Boris Nemirov, global transfer pricing technology leader at Deloitte, compared the questionnaire to a survey in Cosmopolitan magazine, though it asks for much more detailed documentation from corporate tax departments. “It shows us how they’re responding and how far they are in the questionnaire,” he said.

The country-by-country rules took effect in most OECD countries at the beginning of last year, and in the U.S. at the start of this year.

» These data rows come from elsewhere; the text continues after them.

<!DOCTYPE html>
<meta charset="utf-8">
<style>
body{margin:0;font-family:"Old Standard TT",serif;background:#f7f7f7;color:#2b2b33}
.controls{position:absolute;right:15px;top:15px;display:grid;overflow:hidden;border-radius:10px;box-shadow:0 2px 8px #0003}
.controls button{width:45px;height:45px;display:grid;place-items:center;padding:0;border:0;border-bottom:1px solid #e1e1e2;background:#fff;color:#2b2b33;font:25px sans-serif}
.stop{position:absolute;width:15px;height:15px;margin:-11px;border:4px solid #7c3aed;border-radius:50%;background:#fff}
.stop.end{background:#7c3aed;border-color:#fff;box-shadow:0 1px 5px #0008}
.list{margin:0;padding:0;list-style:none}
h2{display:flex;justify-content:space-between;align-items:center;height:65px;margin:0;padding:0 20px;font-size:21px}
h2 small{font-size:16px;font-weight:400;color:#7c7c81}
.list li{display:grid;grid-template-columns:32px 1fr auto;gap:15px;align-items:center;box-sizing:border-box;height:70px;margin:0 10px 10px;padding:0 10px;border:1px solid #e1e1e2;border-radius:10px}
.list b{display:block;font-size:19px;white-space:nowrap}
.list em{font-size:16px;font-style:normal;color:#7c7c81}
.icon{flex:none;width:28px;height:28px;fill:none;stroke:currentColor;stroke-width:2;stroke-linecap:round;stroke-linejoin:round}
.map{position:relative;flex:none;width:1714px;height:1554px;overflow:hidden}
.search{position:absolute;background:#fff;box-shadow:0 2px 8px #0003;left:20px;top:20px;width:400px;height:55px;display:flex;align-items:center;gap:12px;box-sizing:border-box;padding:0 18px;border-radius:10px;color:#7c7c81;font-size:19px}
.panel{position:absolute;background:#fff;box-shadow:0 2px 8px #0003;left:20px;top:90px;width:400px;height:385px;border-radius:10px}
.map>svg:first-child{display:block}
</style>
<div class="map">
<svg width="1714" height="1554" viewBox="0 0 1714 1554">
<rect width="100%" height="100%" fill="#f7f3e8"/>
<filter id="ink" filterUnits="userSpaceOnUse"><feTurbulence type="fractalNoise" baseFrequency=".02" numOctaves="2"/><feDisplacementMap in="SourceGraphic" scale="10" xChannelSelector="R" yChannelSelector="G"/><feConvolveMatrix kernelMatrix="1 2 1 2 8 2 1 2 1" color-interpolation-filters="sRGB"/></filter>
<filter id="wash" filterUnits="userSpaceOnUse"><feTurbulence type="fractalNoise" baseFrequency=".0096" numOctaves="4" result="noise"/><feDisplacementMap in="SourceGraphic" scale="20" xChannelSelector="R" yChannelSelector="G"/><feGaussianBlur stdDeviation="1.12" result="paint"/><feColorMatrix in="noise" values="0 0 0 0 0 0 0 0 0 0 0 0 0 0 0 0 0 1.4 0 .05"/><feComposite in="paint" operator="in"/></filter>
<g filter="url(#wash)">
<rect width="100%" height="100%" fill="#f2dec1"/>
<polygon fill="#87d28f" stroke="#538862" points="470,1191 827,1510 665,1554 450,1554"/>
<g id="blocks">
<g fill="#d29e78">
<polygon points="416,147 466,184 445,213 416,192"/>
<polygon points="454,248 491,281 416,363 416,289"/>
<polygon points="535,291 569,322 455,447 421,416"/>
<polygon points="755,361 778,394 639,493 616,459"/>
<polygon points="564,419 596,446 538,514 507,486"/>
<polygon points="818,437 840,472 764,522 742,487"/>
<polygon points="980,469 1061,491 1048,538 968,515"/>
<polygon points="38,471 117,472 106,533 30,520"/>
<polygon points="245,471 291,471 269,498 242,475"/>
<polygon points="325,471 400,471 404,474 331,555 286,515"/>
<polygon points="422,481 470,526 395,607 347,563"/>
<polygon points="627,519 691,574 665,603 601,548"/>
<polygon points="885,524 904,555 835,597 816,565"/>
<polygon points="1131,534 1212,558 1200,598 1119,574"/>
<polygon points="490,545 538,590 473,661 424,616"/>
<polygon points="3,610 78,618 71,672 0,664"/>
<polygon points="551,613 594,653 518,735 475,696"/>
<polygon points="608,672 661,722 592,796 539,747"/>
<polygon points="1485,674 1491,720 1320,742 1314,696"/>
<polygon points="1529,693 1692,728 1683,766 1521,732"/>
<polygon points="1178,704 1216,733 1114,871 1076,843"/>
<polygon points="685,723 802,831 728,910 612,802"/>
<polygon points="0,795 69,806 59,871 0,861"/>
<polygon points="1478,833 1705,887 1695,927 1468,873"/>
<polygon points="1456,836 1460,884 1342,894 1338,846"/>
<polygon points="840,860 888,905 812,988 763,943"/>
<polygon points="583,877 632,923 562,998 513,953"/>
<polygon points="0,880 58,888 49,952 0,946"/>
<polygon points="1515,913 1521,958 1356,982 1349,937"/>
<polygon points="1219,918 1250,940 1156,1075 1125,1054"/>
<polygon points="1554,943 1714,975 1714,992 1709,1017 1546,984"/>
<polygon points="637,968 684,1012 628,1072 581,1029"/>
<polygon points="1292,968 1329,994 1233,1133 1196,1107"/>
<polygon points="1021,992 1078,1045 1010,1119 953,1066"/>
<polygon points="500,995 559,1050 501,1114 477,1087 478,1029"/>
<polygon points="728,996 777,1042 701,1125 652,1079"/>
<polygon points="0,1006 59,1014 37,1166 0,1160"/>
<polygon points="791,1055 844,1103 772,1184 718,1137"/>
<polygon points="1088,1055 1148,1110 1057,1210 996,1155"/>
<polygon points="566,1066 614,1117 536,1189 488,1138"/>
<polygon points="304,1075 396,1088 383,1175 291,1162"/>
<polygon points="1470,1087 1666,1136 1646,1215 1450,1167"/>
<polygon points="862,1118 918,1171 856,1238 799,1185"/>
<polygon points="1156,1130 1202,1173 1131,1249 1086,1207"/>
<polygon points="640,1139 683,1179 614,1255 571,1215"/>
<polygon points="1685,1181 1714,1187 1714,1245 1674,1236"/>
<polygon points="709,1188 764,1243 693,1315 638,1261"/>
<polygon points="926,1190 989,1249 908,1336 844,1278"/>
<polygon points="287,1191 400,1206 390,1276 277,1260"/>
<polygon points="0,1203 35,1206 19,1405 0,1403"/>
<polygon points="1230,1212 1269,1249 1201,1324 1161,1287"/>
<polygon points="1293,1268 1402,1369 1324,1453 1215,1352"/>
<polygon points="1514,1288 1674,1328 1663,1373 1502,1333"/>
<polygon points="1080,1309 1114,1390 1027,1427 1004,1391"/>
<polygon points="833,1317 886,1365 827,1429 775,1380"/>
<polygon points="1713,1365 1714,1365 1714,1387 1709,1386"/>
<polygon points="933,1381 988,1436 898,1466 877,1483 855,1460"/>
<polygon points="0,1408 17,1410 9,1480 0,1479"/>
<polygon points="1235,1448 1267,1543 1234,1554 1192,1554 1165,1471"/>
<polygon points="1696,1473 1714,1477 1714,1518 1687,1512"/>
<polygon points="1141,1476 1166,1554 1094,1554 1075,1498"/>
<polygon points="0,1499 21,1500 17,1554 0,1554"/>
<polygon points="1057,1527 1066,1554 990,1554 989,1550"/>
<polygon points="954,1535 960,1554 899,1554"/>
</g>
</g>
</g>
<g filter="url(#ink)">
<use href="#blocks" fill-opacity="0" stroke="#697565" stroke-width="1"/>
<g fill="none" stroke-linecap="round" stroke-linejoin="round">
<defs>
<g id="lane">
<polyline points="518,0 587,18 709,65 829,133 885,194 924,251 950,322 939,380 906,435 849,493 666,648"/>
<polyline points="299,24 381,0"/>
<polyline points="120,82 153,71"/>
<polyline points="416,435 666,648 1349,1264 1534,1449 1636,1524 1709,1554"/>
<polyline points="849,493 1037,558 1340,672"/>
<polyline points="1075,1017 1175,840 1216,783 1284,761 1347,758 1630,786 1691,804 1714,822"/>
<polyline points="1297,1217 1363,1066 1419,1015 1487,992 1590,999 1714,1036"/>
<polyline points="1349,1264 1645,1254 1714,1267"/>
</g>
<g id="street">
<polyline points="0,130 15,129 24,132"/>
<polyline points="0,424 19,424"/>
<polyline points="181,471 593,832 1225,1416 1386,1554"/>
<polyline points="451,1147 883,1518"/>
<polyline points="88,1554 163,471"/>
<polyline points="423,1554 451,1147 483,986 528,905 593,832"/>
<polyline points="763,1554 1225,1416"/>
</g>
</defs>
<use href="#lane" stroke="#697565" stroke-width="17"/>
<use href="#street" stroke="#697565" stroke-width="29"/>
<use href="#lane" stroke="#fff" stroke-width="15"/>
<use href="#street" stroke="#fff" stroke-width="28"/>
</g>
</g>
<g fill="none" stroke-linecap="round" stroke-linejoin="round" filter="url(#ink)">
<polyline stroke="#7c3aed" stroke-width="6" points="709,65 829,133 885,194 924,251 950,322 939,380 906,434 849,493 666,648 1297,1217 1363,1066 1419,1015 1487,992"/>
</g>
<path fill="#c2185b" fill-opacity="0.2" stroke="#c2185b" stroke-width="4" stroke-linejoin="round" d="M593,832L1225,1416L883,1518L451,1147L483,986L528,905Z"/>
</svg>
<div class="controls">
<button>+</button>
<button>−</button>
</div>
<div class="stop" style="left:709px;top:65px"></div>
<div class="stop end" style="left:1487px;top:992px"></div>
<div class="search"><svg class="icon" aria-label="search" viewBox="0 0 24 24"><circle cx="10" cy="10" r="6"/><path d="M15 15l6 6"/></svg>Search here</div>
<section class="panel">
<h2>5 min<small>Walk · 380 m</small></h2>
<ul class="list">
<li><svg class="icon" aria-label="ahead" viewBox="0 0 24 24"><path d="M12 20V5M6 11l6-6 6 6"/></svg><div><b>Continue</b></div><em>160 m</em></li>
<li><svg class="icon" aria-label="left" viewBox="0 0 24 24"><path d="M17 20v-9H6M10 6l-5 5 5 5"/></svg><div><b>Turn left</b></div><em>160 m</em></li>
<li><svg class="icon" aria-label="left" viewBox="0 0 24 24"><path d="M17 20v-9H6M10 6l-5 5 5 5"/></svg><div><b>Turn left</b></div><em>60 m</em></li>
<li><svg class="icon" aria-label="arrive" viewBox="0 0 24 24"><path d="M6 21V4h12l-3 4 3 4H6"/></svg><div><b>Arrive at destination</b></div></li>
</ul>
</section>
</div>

Deloitte also showed off SEMOSS, Semantic Open Source Software, for analyzing health insurance claims. The technology has an alarming dimension, however, giving insurance claim analysts access to genetic information on patients and allowing them to see whether conditions such as schizophrenia can be traced to their genetic makeup and other patients with similar genes. The technology makes use of open source data that is also available for medical research by scientists at the National Institute of Health and other institutions. It can help insurance companies find more “efficient” treatments for “high-cost” patients.

Deloitte executives said the technology complies with the patient privacy protections in HIPAA (the Health Insurance Portability and Accountability Act) and could be beneficial to patients. But with repeal of the Affordable Care Act all but certain, and the uncertainty over what will be in any replacement legislation, such as the current ban on using pre-existing conditions to deny health insurance coverage, the technology demonstrates the danger of giving companies too much access to analytical information and artificial intelligence.